Let’s make sure that our critical content is not marooned on data islands

The sustainability of digital projects varies widely. Let’s have a look at two examples.

A. Quick-fix, short-term, unsustainable

Typically, commercial web projects are created to fulfil some short-lived need (a few years or less). They are built on proprietary internal structures (e.g. internal databases) and interfaces (both web and API) that can be varied at-will to satisfy immediate demands.

This is often done without too much regard to their long-term viability or their compatibility with other systems. Their continued viability depends on a pattern of constant change and maintenance. These projects are unsustainable, but that’s fine as they are not intended to be — their very unsustainability is what makes them fast to develop, and easy to modify and deploy.

B. Long-term, archival

At the other end of the scale are archiving projects intended to preserve data over a much longer-term. For example in museums and libraries where both data and metadata tend to be far richer: the data related to a credit card transaction is much smaller than that relating to a museum artefact.

To build for the long-term, keep it simple

Simpler structures are easier to maintain in the long-term. This needs to be coupled with metadata (data that provides information about other data) in systems that are both standardised yet sufficiently rich and flexible to cope with the enormous variation between records – a museum may hold an image of a poem engraved on a spacecraft as well as a 200-tonne Egyptian obelisk, and both need to be represented in archiving systems. Not easy.

Long-term viability rests squarely on foundations for simplicity, openness, and standardisation.

Anything complicated will require similarly complicated tools to work with it, which in turn require more maintenance, and dependence on technologies that are likely to disappear within the anticipated lifetime of the data — for example, cough, look what happened to CD-ROM.

Open standards

Two key pieces of open standardisation are the Resource Description Framework (RDF) and the Dublin Core Metadata Initiative (DCMI). RDF provides a way of representing data and metadata through the web, defining a generic base on which domain-specific resource models can be built.

A good example of the practical use of RDF is Really Simple Syndication (RSS), which is more widely known as a way of distributing news feeds from websites and is the basis for podcasts.

DCMI is an attempt to standardise (including a related ISO standard) the representation of multimedia assets and metadata across projects and fits particularly well within RDF. For example, it’s entirely reasonable for a site’s news feed (using RSS) to contain the text of news articles and related media defined using DCMI standards, and the whole is ultimately an RDF data structure.

DCMI exists because many archiving projects have much in common, for example, the concept of an author of a book will be largely the same across libraries, and the concept of a location will be common across archaeological projects. Despite the requirement for simplicity, even DCMI suffers from an element of bloat, where every apparently simple property turns into a hierarchy with its own taxonomy and rules – it is a very difficult balance to strike. RDF can be represented in multiple formats, but most often uses XML and JSON.

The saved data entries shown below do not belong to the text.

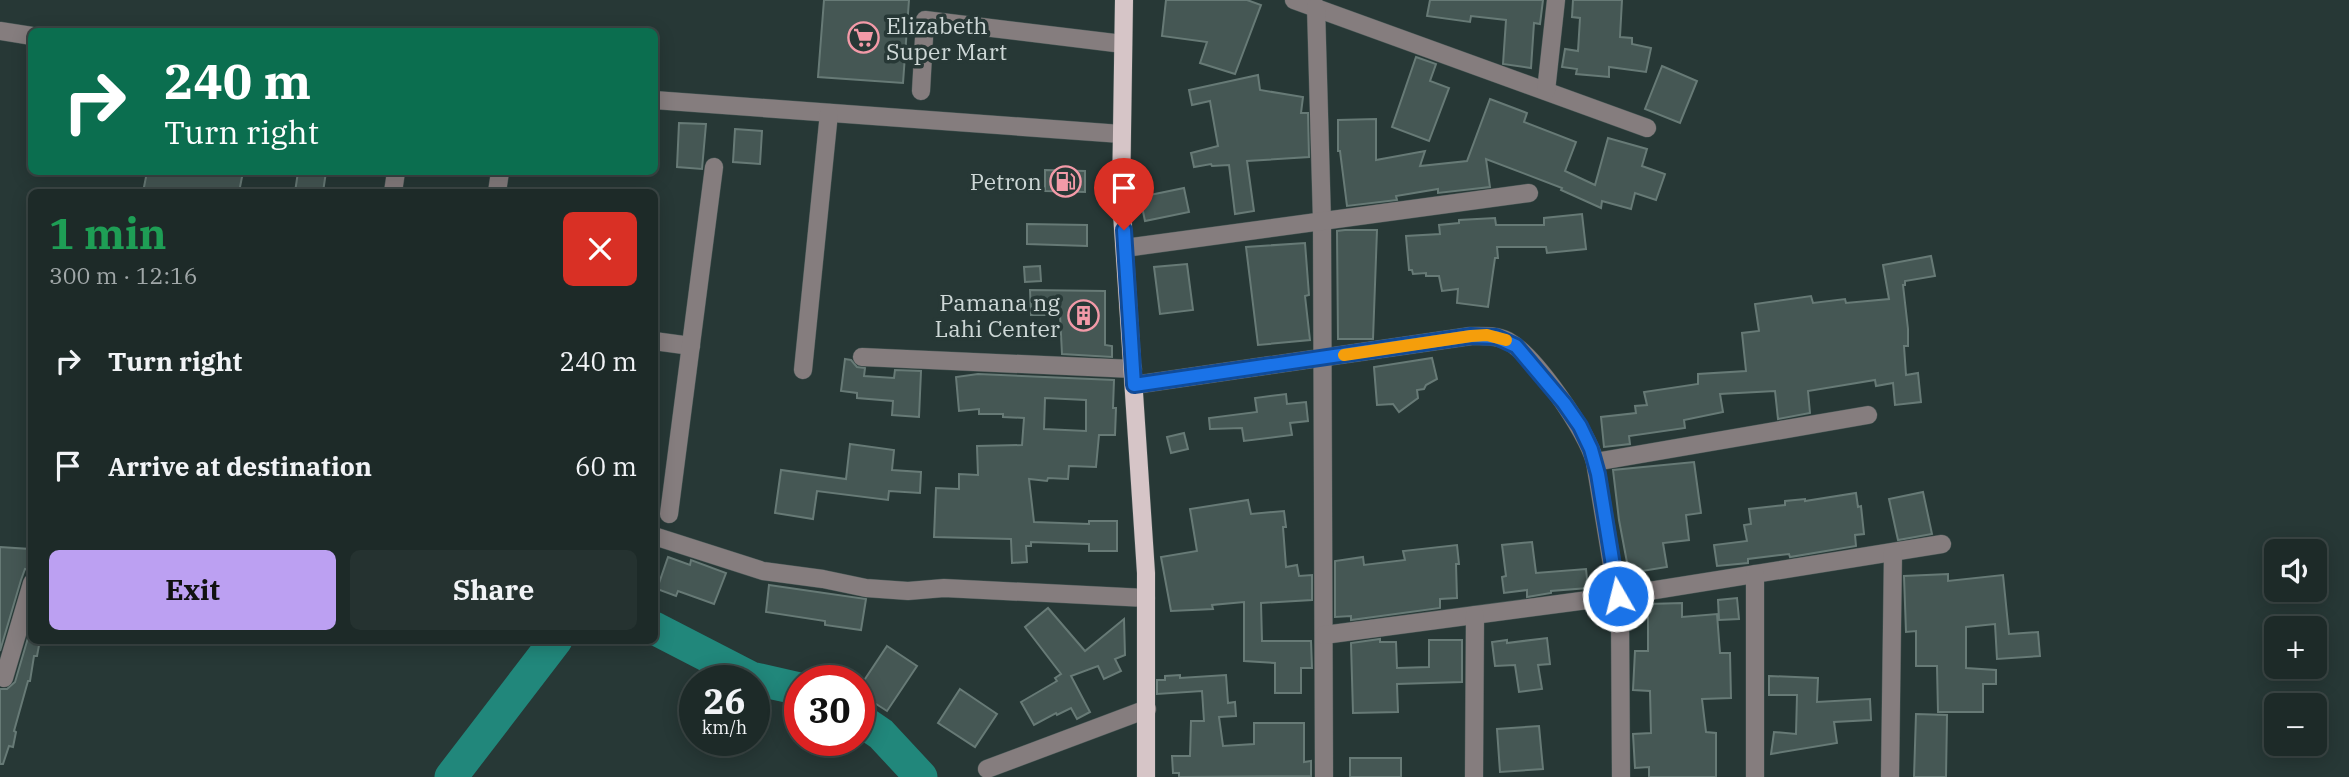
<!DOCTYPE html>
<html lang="en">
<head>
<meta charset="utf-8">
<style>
	:root { --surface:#1d2a28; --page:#253230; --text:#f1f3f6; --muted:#a0a7a8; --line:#3b4645; --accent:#bca0f2 }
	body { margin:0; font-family:"IBM Plex Serif",serif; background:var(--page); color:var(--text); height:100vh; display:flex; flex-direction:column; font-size:26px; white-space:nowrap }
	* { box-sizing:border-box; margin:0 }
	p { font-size:23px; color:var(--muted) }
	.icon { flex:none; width:38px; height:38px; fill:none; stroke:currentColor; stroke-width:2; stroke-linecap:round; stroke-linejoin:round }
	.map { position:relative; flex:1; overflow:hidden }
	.details { position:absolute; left:28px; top:189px; width:630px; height:455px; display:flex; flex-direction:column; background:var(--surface); border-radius:10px; box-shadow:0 4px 18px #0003,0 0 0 2px var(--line) }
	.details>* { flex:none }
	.top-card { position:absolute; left:28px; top:28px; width:630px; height:147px; border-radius:10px; box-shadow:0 4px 18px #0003,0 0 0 2px var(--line); background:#0b6e4f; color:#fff; overflow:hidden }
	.fabs { position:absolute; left:2264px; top:539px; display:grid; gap:14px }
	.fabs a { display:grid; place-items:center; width:63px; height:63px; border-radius:10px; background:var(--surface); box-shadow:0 4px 18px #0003,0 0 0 2px var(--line); font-size:35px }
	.speed { position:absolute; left:679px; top:665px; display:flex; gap:14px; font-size:35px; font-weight:700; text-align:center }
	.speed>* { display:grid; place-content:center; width:91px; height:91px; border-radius:50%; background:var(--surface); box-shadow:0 4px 18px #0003,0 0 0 2px var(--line); line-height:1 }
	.speed small { font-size:18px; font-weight:400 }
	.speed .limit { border:10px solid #d22; background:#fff; color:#111 }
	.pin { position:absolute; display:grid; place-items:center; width:60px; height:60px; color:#fff; margin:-72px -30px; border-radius:50% 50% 50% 0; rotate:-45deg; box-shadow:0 0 7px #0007 }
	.pin .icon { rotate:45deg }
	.me { position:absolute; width:77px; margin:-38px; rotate:352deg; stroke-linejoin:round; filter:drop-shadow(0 0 5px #0008) }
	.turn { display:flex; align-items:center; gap:24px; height:147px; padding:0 21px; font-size:32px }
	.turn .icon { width:91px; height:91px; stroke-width:2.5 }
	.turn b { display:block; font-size:49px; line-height:60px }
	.round { display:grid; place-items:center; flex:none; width:74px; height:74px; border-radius:10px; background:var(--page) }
	.headline { display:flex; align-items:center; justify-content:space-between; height:119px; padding:0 21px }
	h1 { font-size:42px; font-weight:700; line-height:52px; color:#1e9e55 }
	.button { display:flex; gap:14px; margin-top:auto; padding:14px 21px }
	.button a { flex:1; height:80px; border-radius:10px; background:var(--accent); color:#111; font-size:28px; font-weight:700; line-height:80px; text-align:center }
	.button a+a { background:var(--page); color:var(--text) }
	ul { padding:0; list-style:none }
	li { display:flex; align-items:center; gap:21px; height:105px; padding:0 21px }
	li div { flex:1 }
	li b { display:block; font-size:26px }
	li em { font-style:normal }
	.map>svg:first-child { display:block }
</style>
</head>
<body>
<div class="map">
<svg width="2349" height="777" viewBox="0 0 2349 777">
	<rect width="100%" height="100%" fill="#273836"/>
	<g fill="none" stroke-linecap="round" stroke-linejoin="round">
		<g stroke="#21877b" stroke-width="33">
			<polyline points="654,628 751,678 800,689"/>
			<polyline points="859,719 881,734 921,777"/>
			<polyline points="451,777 556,640"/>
		</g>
	</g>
	<g fill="#455754" stroke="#677a76" stroke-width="2" fill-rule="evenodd">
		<polygon points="824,0 909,0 903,83 818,77"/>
		<polygon points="1166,0 1247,0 1261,5 1235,74 1200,63 1207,42 1162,36"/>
		<polygon points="1430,0 1543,0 1540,24 1534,23 1531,68 1503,64 1506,20 1471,16 1470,22 1427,16"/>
		<polygon points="1573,0 1622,0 1620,37 1632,38 1632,44 1651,48 1646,72 1609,67 1609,77 1576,74 1577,69 1562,67 1565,49 1578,51 1580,18 1572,17"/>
		<polygon points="1416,57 1436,64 1430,81 1449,88 1429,141 1392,127"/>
		<polygon points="1662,66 1697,81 1680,123 1645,109"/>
		<polygon points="1258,75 1260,90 1303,97 1301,113 1308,113 1309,157 1247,161 1254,211 1235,214 1229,165 1212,166 1211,164 1194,167 1191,153 1218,146 1210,101 1192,105 1189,90"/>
		<polygon points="1490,99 1527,113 1524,122 1576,142 1565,171 1595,185 1608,138 1647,149 1642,166 1665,174 1656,200 1635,193 1631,209 1602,201 1601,208 1561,190 1562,188 1486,159 1490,187 1438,193 1438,189 1396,196 1397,200 1347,206 1340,151 1338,151 1338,120 1376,119 1376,160 1425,151 1420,166 1467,161"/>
		<polygon points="679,123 706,124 702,169 677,167"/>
		<polygon points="735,129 762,131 760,164 733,162"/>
		<polygon points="1045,170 1085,171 1085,192 1045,191"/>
		<polygon points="147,172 243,172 239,192 143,192"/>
		<polygon points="298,172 326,172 323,192 295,192"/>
		<polygon points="1184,188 1189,212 1145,221 1140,197"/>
		<polygon points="1582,214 1586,249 1547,253 1546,247 1497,247 1498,258 1495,258 1488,307 1457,303 1458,289 1442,291 1439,276 1426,276 1426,273 1413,274 1412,270 1409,270 1406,236 1440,234 1439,225 1459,223 1459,220 1495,218 1496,225 1544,225 1544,218"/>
		<polygon points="1027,224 1087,225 1087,246 1027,244"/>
		<polygon points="1345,230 1377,230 1373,339 1338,339 1337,231"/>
		<polygon points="1305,243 1309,295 1305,296 1310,340 1258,345 1246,247"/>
		<polygon points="1931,256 1935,276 1905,281 1905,285 1903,285 1908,329 1908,346 1904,346 1906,375 1918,373 1921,402 1895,405 1893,383 1876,386 1875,380 1808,391 1810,413 1778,419 1775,391 1720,394 1723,412 1684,420 1685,428 1629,436 1630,444 1604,447 1601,417 1636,413 1635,406 1647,405 1644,392 1698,384 1698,374 1746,371 1742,333 1759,331 1755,304 1811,296 1813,303 1845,299 1846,303 1889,299 1883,265"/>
		<polygon points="1187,264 1193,310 1160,314 1154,267"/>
		<polygon points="1040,266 1041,281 1025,282 1024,267"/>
		<polygon points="1030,290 1105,291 1105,345 1112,346 1112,357 1062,354 1060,315 1031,315"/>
		<polygon points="1432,358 1437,379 1426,385 1424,389 1417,390 1418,398 1399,412 1393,404 1377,405 1374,367"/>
		<polygon points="845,359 851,360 857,367 865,368 864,376 894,378 895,370 921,371 919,417 892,415 893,401 857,398 857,393 841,391"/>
		<path d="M 978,374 L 1114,380 L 1113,408 L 1116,408 L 1115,435 L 1099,435 L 1096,467 L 1069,466 L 1068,479 L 1048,478 L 1047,481 L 1029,479 L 1034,522 L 1089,524 L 1089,521 L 1117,521 L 1117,551 L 1089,551 L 1089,544 L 1031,542 L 1031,546 L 1026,546 L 1027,562 L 1012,563 L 1011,539 L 934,537 L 936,488 L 959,489 L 959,474 L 978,475 L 977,446 L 1022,445 L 1024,418 L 1003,417 L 1003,414 L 979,414 L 979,409 L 959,411 L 956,377 ZM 1045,398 L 1086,400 L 1086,431 L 1044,429 Z"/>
		<polygon points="1286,394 1287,404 1306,402 1308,421 1290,423 1292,435 1244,441 1242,428 1210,429 1209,418 1257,412 1255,398"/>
		<polygon points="1184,433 1188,449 1171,453 1167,437"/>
		<polygon points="850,444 894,450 892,470 921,472 920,493 889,491 888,500 817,491 813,519 775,513 781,470 846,479"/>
		<polygon points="1694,462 1701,513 1686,515 1689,540 1663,543 1667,567 1629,573 1619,520 1613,470"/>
		<polygon points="1923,492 1932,534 1898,540 1889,499"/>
		<polygon points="1856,493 1858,507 1861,506 1864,534 1855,535 1856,546 1790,557 1789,554 1748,559 1748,563 1717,566 1714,545 1747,541 1744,525 1751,524 1749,509 1785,505 1785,501 1805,499 1805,501"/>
		<polygon points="1248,500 1251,514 1284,511 1286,527 1283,527 1286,567 1297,565 1299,576 1312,575 1312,600 1261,603 1262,641 1311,641 1312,668 1301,668 1301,693 1275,693 1275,663 1244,661 1244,602 1212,605 1213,609 1171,611 1161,557 1197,551 1190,509"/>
		<polygon points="1532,542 1536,573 1586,569 1588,588 1551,591 1551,593 1527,597 1527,590 1504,593 1502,577 1506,576 1502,545"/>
		<polygon points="1457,545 1459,564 1456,564 1457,598 1440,599 1440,608 1351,620 1351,616 1335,617 1335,561 1363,557 1364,565 1405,560 1403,551"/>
		<polygon points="0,547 30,549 29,570 25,569 21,580 0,651"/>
		<polygon points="668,557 690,565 691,560 726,573 714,604 678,591 676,596 657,589"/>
		<polygon points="1948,574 1948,581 2003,575 2009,634 2038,632 2040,656 1997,659 1995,624 1966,627 1966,668 1996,670 1996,684 1983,684 1983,712 1938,712 1937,666 1916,666 1916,631 1906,632 1904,576"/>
		<polygon points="769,585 866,599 861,630 825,625 825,621 766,612"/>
		<polygon points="1737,598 1739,619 1719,620 1718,600"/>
		<polygon points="1682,603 1682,617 1717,614 1720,653 1730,653 1731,698 1702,699 1706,732 1716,733 1716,777 1649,777 1649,767 1635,768 1633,734 1651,733 1650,691 1633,690 1635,651 1648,651 1648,604"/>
		<polygon points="1048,608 1085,651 1124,619 1125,655 1115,659 1121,671 1104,679 1098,666 1071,676 1090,712 1077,719 1071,708 1057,715 1056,713 1034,725 1021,702 1057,681 1055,678 1061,674 1025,627"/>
		<polygon points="30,631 32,640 40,640 37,656 34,656 30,681 28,681 14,731 16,732 13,747 9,746 3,764 0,764 0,689 7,689 15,682"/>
		<polygon points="1547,638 1550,664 1538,665 1542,689 1519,692 1515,665 1495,666 1492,642 1507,640 1507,643"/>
		<polygon points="1380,639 1380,642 1396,642 1397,668 1429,667 1429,640 1462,640 1462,682 1397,684 1398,712 1353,713 1351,643"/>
		<polygon points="887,646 917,666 887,711 859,693 859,688"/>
		<polygon points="1180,675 1180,678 1226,675 1228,703 1235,702 1236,716 1219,717 1223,746 1254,744 1254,723 1304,723 1304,762 1311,761 1311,776 1179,777 1179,773 1173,773 1172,756 1190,756 1191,721 1204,721 1202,691 1157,694 1157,680 1165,680 1165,676"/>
		<polygon points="1769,676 1818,678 1817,702 1870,699 1871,720 1834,722 1837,743 1771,754 1774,732 1796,734 1797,695 1769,695"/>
		<polygon points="960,689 997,714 975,747 938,723"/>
		<polygon points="1916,714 1947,715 1946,777 1914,777"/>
		<polygon points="1539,726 1543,769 1500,772 1497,729"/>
		<rect x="1350" y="758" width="51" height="19"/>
	</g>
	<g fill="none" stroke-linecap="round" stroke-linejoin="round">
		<defs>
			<g id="minor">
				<polyline points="1294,0 1647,128"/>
				<polyline points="1316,7 1322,221 1324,777"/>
				<polyline points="0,31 32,36"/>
				<polyline points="921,91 925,20 1123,44"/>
				<polyline points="1546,91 1556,0"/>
				<polyline points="654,100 1121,134"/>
				<polyline points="393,192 396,172"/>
				<polyline points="497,192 500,172"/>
				<polyline points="1125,248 1529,193"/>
				<polyline points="654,341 691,346"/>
				<polyline points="862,357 1133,369"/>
				<polyline points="803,370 829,113"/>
				<path d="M 1134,385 L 1471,336 C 1483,336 1496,335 1508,341 C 1535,356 1587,431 1595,462 L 1620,613 L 1621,777"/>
				<polyline points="1595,462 1868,415"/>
				<polyline points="669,514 714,167"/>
				<polyline points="654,536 763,571 823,579 866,588 908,591 944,588 1146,598"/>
				<polyline points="1324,635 1618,596 1942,544"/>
				<polyline points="4,678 32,583"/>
				<polyline points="987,769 1147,709"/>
				<polyline points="1474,777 1475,615"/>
				<polyline points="1755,777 1755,574"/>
				<polyline points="1890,777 1893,552"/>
			</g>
			<polyline id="major" points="1124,0 1121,198 1146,573 1146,777"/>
		</defs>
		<use href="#minor" stroke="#455553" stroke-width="19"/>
		<use href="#major" stroke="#455553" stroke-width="19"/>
		<use href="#minor" stroke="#857d7e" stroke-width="18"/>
		<use href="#major" stroke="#d6c5c7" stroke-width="18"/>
	</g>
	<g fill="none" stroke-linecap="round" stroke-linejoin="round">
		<defs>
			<polyline id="route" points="1124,230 1134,385 1471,336 1496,337 1516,346 1564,403 1580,426 1591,449 1598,474 1618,596"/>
		</defs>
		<use href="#route" stroke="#114b97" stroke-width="18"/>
		<use href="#route" stroke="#1a73e8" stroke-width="12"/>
		<polyline stroke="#f59e0b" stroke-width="12" points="1344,355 1471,336 1487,335 1506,340"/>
	</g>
	<defs>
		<symbol id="supermarket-ring" viewBox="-11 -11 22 22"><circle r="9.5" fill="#273836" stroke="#f39aa8" stroke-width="1.5"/><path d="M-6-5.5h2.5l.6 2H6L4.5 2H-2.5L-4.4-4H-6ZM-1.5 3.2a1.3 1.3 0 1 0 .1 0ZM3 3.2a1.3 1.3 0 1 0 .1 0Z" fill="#f39aa8"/></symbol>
		<symbol id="fuel-ring" viewBox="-11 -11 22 22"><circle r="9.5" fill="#273836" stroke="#f39aa8" stroke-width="1.5"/><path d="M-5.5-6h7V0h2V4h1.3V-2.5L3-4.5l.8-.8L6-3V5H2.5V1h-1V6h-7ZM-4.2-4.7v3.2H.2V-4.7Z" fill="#f39aa8"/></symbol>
		<symbol id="building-ring" viewBox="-11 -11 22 22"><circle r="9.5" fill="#273836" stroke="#f39aa8" stroke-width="1.5"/><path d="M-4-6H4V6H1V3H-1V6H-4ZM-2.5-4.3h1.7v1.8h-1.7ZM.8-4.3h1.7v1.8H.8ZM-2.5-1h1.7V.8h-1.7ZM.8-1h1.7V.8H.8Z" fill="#f39aa8"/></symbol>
	</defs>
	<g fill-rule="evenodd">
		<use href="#supermarket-ring" x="846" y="20" width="35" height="35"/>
		<use href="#fuel-ring" x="1048" y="164" width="35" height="35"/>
		<use href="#building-ring" x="1066" y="298" width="35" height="35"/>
	</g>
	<g text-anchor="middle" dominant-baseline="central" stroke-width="7" stroke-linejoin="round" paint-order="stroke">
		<g font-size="23" fill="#ced8d7" stroke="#273836" text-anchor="end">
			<text x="886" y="25" text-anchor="start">Elizabeth<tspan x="886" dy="26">Super Mart</tspan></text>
			<text x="1042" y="181">Petron</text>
			<text x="1060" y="302">Pamana ng<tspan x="1060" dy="26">Lahi Center</tspan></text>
		</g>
	</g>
</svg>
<div class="fabs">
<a><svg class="icon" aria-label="sound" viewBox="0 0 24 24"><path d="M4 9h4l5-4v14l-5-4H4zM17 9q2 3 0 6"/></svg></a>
<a>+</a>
<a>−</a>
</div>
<div class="speed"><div>26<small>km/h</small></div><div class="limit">30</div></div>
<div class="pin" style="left:1124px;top:230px;background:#d93025"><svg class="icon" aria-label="arrive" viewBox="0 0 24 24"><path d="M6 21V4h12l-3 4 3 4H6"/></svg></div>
<svg class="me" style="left:1618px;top:596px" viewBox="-20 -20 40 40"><circle r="17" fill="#1a73e8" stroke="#fff" stroke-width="3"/><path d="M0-11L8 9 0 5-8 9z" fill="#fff"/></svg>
<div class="top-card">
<div class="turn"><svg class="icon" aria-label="right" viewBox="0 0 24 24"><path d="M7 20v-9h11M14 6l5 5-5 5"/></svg><div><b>240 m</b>Turn right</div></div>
</div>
<section class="details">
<div class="headline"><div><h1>1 min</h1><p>300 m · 12:16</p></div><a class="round" style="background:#d93025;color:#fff"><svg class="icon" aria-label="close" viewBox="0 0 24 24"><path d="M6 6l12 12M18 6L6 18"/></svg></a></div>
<ul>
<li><svg class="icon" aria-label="right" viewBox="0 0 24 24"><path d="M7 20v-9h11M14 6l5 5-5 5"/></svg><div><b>Turn right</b></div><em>240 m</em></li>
<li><svg class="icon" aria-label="arrive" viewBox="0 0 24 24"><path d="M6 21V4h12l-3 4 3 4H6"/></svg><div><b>Arrive at destination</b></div><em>60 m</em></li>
</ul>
<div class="button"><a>Exit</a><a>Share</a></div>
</section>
</div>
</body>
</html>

How can we go about improving the sustainability of digital projects?

RDF provides a structure for defining the overall project, and DCMI provides a core of definitions for the shape of the media and its related metadata, so we essentially don’t need to worry about those things at a fine-grained level, but those definitions are still sufficiently complex that we require tools to interact with the repository.

The tools themselves do not need to be sustainable, and they can be improved or completely replaced over time, applying new technologies as they become available. For example, there are now systems that can use artificial intelligence to generate descriptions and keywords from an image, something that was impossible just a few years ago, but the data resulting from such a system will feed quite nicely into DCMI in RDF.

Openness (as exemplified by web and internet standards) is critical to sustainability.

Companies change tack, go bust, get bought out, have critical people leave, and as a result, their focus and direction can change. This can mean that critical software, systems and processes are abandoned.

The best way to avoid being trapped with orphaned software is to ensure it’s open-source, so if it is abandoned, it can continue to be maintained and developed by others. In order for this to work effectively, you need a certain critical mass of enthusiastic users who individually or collectively are able to keep projects working and useful. In the absence of open source applications, we can at least hope that the applications use open file formats such as XML, JSON, YAML, JPEG, MP4, Matroska, or CSV, and avoiding complex, proprietary formats such as Photoshop and Microsoft Office, so that we can be certain that our critical content is not marooned on data islands.